Wie Mose dieses Volk aus der ägyptischen Knechtschaft herausführt, das wird dann wieder ausführlich erzählt. Vierzig Jahre führt Mose die Kinder Israels durch die Wüste. Dann erobern sie, geführt von Josua, dem Nachfolger Moses, das Land Kanaan für sich. Die zwölf Stämme (gemeint sind die jeweiligen Nachkommen der zwölf Söhne des Jakob) teilen das Land unter sich auf und leben zunächst gute zweihundert Jahre nur locker untereinander verbunden. Schließlich wollen sie aber wie die Völker ringsum auch einen König haben.
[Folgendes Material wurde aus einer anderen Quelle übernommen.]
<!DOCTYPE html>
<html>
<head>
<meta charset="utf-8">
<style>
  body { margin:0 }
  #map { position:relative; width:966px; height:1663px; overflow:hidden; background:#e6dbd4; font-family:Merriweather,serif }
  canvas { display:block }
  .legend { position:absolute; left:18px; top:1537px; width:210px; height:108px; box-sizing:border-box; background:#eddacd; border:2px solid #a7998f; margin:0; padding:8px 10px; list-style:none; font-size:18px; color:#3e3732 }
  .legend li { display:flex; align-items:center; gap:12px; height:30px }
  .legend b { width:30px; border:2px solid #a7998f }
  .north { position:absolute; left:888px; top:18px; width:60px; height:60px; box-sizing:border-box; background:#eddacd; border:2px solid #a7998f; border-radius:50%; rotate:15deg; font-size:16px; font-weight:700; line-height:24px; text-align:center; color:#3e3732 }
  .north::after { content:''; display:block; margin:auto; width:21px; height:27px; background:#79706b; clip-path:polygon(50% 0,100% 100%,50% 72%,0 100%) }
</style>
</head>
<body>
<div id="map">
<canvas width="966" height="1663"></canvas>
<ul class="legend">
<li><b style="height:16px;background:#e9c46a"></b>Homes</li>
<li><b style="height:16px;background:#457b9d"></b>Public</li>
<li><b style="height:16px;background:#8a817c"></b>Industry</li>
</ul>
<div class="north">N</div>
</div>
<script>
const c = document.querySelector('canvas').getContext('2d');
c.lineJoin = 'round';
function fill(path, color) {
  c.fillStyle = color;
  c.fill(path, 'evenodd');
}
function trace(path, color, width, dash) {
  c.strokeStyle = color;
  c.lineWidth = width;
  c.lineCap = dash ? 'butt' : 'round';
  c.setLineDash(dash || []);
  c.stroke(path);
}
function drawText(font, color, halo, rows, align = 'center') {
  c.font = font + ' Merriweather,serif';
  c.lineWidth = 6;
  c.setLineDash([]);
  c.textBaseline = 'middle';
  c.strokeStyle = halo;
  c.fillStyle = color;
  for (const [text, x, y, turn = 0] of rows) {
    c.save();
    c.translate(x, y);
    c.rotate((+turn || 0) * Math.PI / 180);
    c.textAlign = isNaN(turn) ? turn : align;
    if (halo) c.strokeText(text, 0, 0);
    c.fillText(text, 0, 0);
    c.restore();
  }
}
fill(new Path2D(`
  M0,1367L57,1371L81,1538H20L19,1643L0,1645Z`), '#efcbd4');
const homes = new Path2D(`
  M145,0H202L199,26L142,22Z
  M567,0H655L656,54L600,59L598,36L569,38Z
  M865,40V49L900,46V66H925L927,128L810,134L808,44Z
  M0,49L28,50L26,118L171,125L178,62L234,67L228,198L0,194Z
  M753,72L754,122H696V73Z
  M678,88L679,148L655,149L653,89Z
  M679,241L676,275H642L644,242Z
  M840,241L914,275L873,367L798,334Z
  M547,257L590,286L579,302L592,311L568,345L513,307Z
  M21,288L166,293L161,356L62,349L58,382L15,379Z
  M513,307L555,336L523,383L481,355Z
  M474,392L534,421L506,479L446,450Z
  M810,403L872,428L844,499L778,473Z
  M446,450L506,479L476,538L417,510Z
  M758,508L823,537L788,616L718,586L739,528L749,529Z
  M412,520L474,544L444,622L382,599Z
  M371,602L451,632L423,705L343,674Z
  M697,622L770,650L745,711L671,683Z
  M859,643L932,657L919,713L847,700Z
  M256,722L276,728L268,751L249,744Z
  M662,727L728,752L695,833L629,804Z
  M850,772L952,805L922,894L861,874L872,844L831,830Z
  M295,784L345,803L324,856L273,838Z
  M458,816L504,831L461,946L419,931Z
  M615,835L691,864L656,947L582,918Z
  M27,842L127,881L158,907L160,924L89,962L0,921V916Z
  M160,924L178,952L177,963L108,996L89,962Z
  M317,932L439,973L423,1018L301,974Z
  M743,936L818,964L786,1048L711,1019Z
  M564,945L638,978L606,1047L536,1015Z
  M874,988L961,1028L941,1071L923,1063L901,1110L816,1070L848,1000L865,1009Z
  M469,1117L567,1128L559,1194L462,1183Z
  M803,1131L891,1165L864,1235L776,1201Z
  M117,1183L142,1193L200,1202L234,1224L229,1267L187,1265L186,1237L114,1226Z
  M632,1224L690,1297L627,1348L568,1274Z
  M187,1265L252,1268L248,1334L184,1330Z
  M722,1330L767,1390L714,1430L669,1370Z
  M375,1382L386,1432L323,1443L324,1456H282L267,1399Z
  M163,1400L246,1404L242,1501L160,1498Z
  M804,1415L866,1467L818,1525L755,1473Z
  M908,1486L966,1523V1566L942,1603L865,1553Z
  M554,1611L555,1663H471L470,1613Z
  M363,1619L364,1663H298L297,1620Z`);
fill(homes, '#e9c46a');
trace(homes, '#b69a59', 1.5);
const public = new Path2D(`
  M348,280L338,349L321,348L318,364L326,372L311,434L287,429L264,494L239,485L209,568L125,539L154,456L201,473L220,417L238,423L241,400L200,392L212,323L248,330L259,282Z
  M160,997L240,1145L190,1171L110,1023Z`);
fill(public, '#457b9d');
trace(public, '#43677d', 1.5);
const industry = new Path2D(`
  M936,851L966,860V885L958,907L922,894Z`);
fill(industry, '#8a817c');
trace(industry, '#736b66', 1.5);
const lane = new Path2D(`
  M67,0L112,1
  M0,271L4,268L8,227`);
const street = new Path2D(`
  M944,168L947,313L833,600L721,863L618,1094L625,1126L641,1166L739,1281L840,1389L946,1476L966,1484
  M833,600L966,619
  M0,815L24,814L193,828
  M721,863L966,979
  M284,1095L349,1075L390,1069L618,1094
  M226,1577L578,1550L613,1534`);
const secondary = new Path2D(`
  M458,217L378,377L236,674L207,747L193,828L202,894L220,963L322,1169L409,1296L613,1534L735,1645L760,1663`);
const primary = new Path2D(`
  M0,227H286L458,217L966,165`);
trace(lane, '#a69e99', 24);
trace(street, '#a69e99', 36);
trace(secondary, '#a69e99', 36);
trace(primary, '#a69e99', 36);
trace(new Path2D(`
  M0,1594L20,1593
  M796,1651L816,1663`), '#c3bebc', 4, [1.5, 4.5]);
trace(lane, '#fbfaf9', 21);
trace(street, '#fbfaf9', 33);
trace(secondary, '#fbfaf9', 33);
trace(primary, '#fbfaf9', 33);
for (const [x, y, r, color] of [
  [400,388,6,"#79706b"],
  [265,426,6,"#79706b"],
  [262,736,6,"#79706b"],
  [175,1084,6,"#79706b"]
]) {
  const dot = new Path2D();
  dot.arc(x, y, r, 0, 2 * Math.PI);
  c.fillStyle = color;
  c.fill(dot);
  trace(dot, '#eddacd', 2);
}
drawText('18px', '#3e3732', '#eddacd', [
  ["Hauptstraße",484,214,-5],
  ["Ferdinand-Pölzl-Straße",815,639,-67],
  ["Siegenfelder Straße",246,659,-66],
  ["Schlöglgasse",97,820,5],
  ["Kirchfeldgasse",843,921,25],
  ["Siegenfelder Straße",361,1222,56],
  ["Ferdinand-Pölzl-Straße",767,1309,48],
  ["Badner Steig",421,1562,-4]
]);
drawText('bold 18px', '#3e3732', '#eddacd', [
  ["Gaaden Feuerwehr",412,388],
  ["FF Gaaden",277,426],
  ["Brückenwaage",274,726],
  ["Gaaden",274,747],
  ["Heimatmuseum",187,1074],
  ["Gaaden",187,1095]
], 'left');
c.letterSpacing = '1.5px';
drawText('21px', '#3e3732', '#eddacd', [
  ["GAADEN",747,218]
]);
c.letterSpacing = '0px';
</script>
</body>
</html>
Der erste heißt Saul, sein Nachfolger David schafft – sagt die Bibel – ein großes Reich, das sein Sohn Salomo noch halten kann. Nach dessen Tod aber zerfällt es in zwei Teile, das Nordreich Israel und das Südreich Juda… Hier halte ich vorläufig einmal an, bis hierher ist alles, was die Bibel uns darüber erzählt, recht einfach zu verstehen. Mit diesem abgesteckten Zeitabschnitt werde ich mich zunächst beschäftigen.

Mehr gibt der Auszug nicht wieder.